> [Exercise aim] A word-for-word copy of the entries is needed, and it should contain no images.

━━━ Information

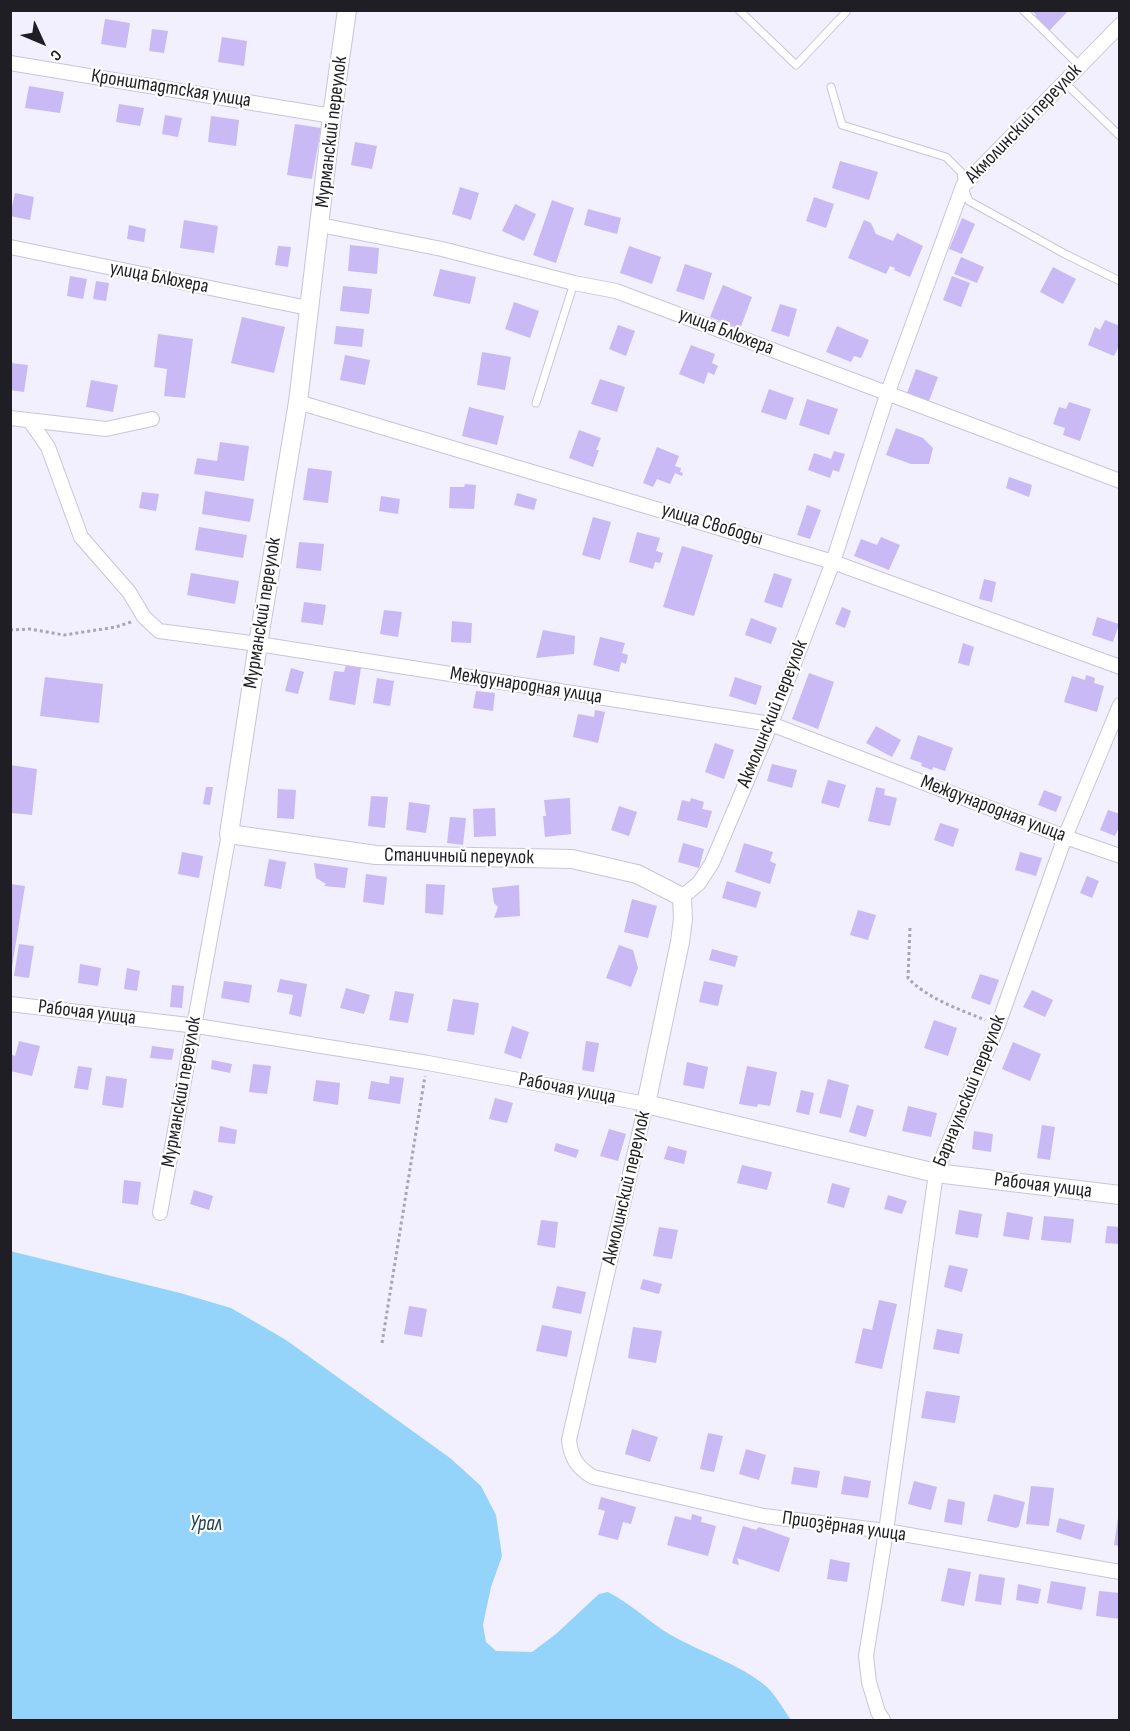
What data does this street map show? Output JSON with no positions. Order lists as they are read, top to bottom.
{
  "streets": {
    "street": [
      "Кронштадтская улица",
      "Акмолинский переулок",
      "Мурманский переулок",
      "улица Блюхера",
      "улица Свободы",
      "Международная улица",
      "Станичный переулок",
      "Рабочая улица",
      "Барнаульский переулок",
      "Приозёрная улица"
    ]
  },
  "crossings": [
    ["Кронштадтская улица", "Мурманский переулок"],
    ["Акмолинский переулок", "улица Блюхера"],
    ["Акмолинский переулок", "улица Свободы"],
    ["Акмолинский переулок", "Международная улица"],
    ["Акмолинский переулок", "Станичный переулок"],
    ["Акмолинский переулок", "Рабочая улица"],
    ["Акмолинский переулок", "Приозёрная улица"],
    ["Мурманский переулок", "улица Блюхера"],
    ["Мурманский переулок", "улица Свободы"],
    ["Мурманский переулок", "Международная улица"],
    ["Мурманский переулок", "Станичный переулок"],
    ["Мурманский переулок", "Рабочая улица"],
    ["Международная улица", "Барнаульский переулок"],
    ["Рабочая улица", "Барнаульский переулок"],
    ["Барнаульский переулок", "Приозёрная улица"]
  ],
  "water": ["Урал"],
  "north": "bottom right"
}
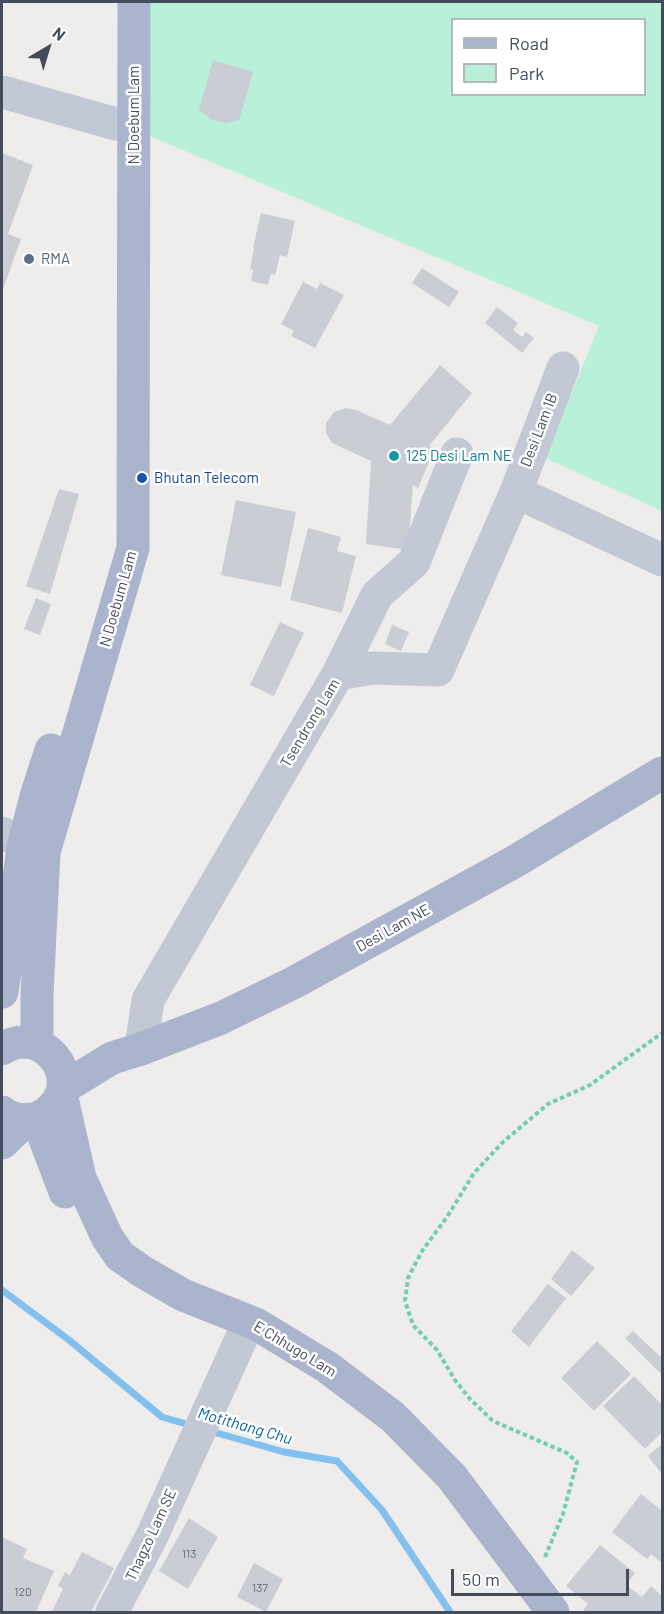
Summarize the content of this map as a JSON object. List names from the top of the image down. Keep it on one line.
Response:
{"streets":{"main road":["N Doebum Lam","Desi Lam NE","E Chhugo Lam"],"street":["Desi Lam 1B","Tsendrong Lam","Thagzo Lam SE"]},"crossings":[["N Doebum Lam","E Chhugo Lam"],["Desi Lam 1B","Tsendrong Lam"],["Tsendrong Lam","Desi Lam NE"],["Desi Lam NE","E Chhugo Lam"],["E Chhugo Lam","Thagzo Lam SE"]],"water":["Motithang Chu"],"places":["RMA","125 Desi Lam NE","Bhutan Telecom"],"house_numbers":["113","137","120"],"legend":["Road","Park"],"scale_bar":"50 m","north":"top right"}
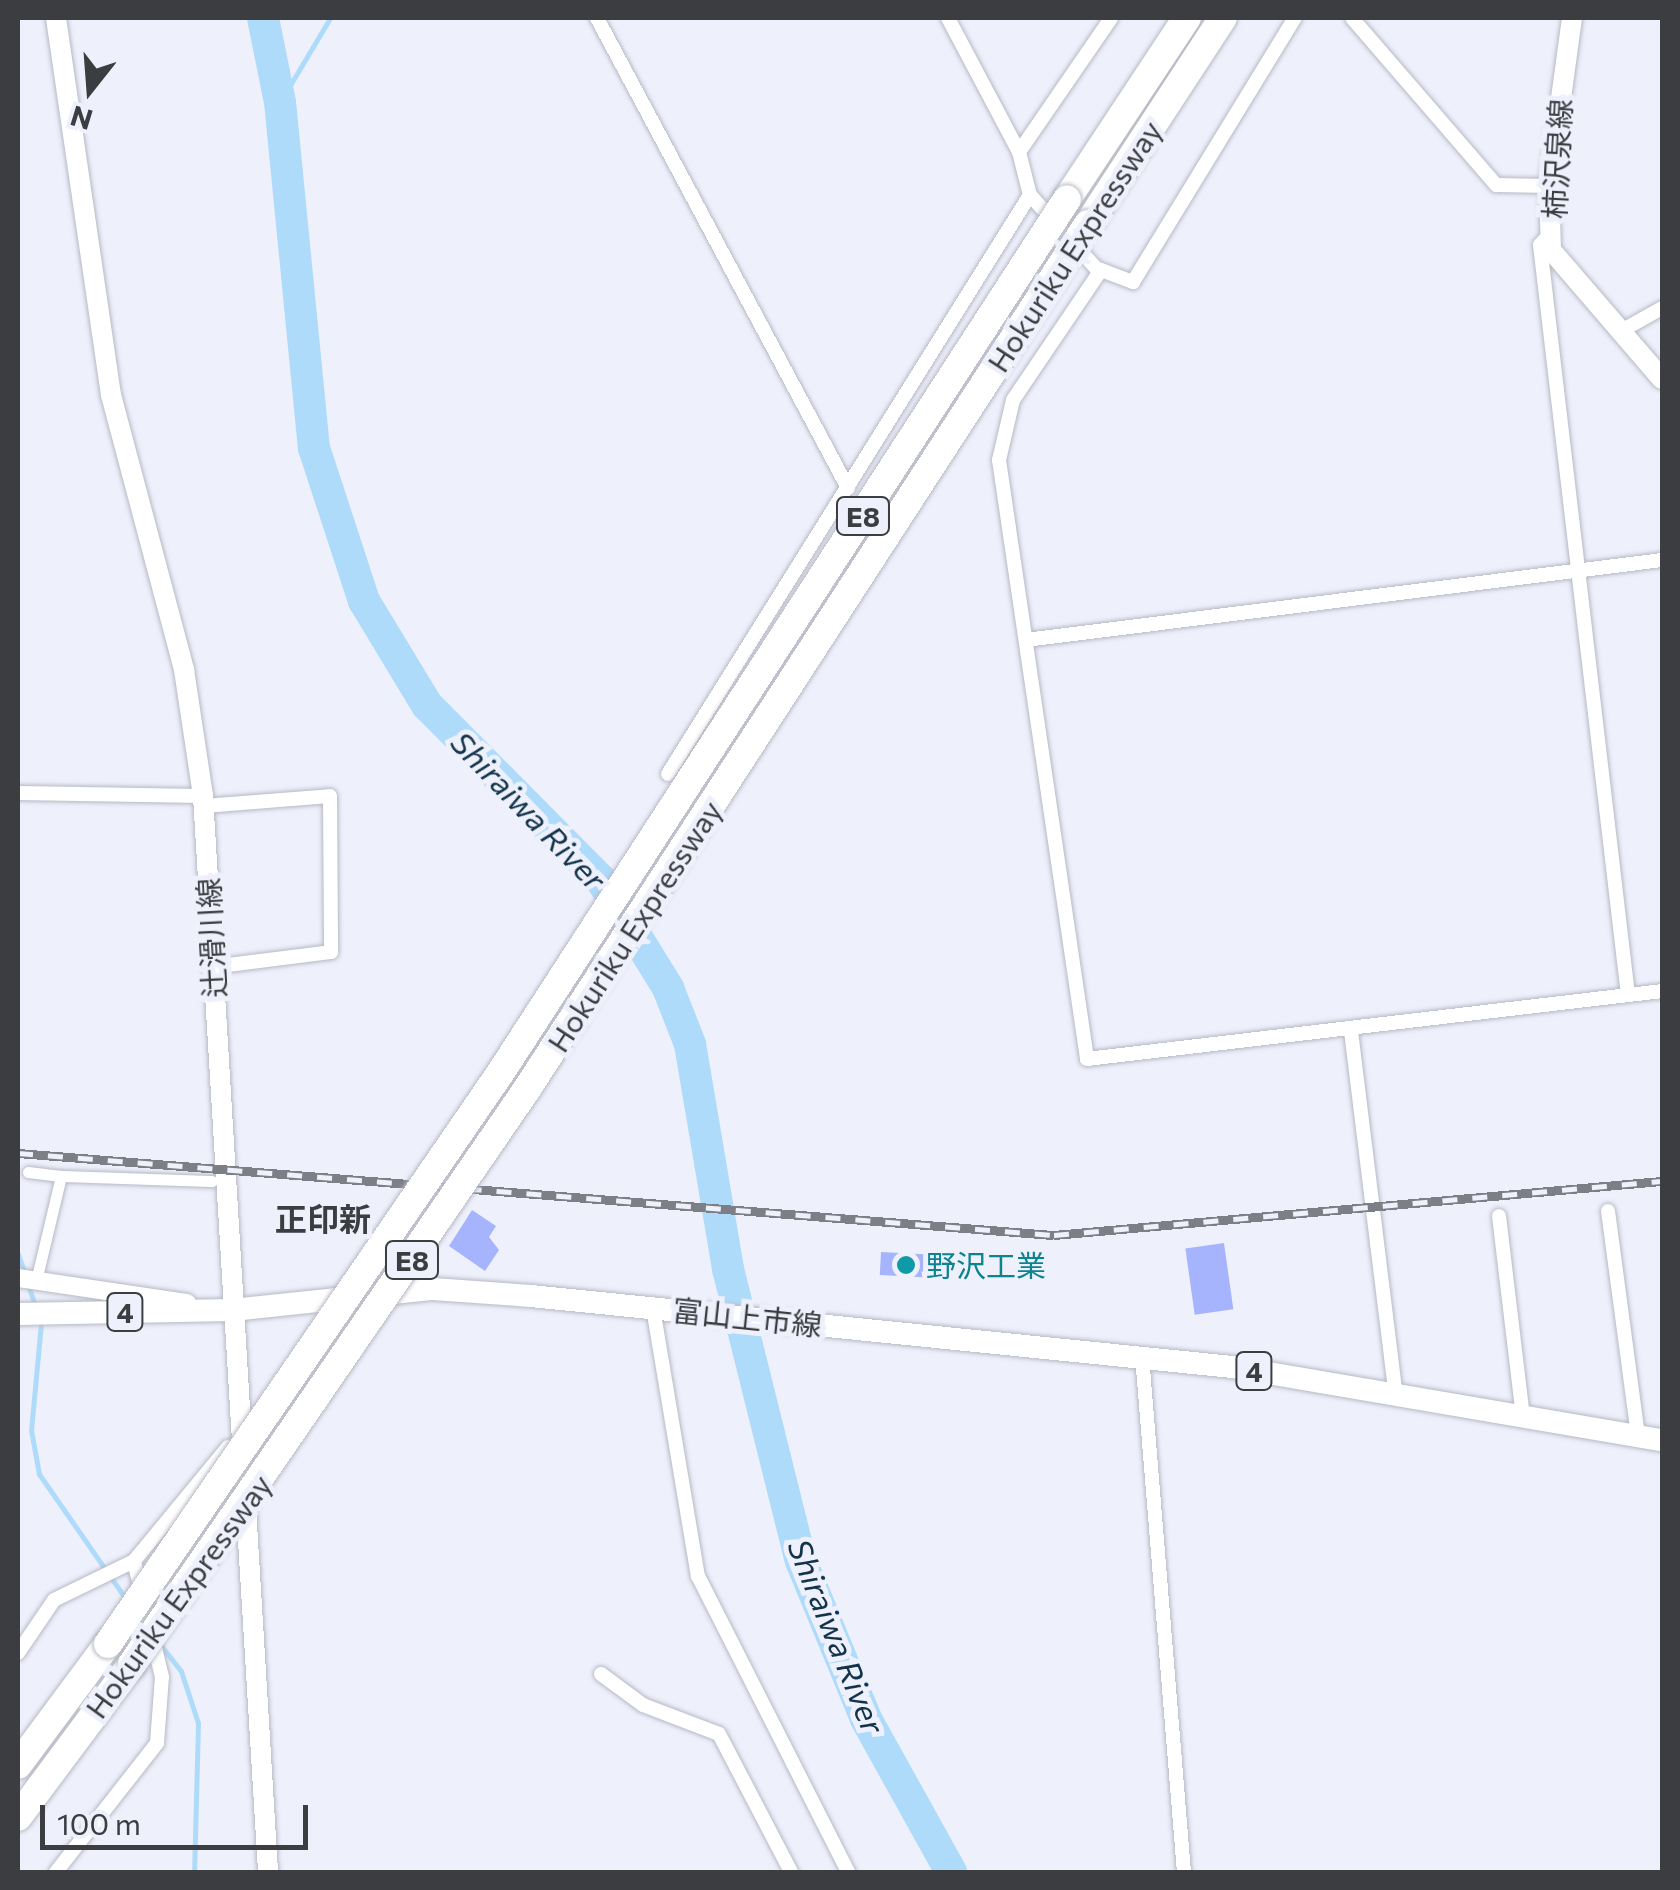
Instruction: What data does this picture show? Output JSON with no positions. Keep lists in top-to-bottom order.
{
  "streets": {
    "highway": ["Hokuriku Expressway", "E8"],
    "main road": [
      "柿沢泉線",
      "辻滑川線",
      "4",
      "富山上市線"
    ]
  },
  "crossings": [
    ["辻滑川線", "4"],
    ["4", "富山上市線"]
  ],
  "districts": ["正印新"],
  "water": ["Shiraiwa River"],
  "places": ["野沢工業"],
  "scale_bar": "100 m",
  "north": "bottom"
}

━━━━━━

> [Task answer]
What data does this street map show? Output JSON with no positions. Order lists as they are read, top to bottom.
{
  "streets": {
    "street": [
      "Кронштадтская улица",
      "Акмолинский переулок",
      "Мурманский переулок",
      "улица Блюхера",
      "улица Свободы",
      "Международная улица",
      "Станичный переулок",
      "Рабочая улица",
      "Барнаульский переулок",
      "Приозёрная улица"
    ]
  },
  "crossings": [
    ["Кронштадтская улица", "Мурманский переулок"],
    ["Акмолинский переулок", "улица Блюхера"],
    ["Акмолинский переулок", "улица Свободы"],
    ["Акмолинский переулок", "Международная улица"],
    ["Акмолинский переулок", "Станичный переулок"],
    ["Акмолинский переулок", "Рабочая улица"],
    ["Акмолинский переулок", "Приозёрная улица"],
    ["Мурманский переулок", "улица Блюхера"],
    ["Мурманский переулок", "улица Свободы"],
    ["Мурманский переулок", "Международная улица"],
    ["Мурманский переулок", "Станичный переулок"],
    ["Мурманский переулок", "Рабочая улица"],
    ["Международная улица", "Барнаульский переулок"],
    ["Рабочая улица", "Барнаульский переулок"],
    ["Барнаульский переулок", "Приозёрная улица"]
  ],
  "water": ["Урал"],
  "north": "bottom right"
}
Summarize the content of this map as a JSON object. List names from the top of the image down. Keep it on one line.
Response:
{"streets":{"main road":["N Doebum Lam","Desi Lam NE","E Chhugo Lam"],"street":["Desi Lam 1B","Tsendrong Lam","Thagzo Lam SE"]},"crossings":[["N Doebum Lam","E Chhugo Lam"],["Desi Lam 1B","Tsendrong Lam"],["Tsendrong Lam","Desi Lam NE"],["Desi Lam NE","E Chhugo Lam"],["E Chhugo Lam","Thagzo Lam SE"]],"water":["Motithang Chu"],"places":["RMA","125 Desi Lam NE","Bhutan Telecom"],"house_numbers":["113","137","120"],"legend":["Road","Park"],"scale_bar":"50 m","north":"top right"}
Instruction: What data does this picture show? Output JSON with no positions. Keep lists in top-to-bottom order.
{
  "streets": {
    "highway": ["Hokuriku Expressway", "E8"],
    "main road": [
      "柿沢泉線",
      "辻滑川線",
      "4",
      "富山上市線"
    ]
  },
  "crossings": [
    ["辻滑川線", "4"],
    ["4", "富山上市線"]
  ],
  "districts": ["正印新"],
  "water": ["Shiraiwa River"],
  "places": ["野沢工業"],
  "scale_bar": "100 m",
  "north": "bottom"
}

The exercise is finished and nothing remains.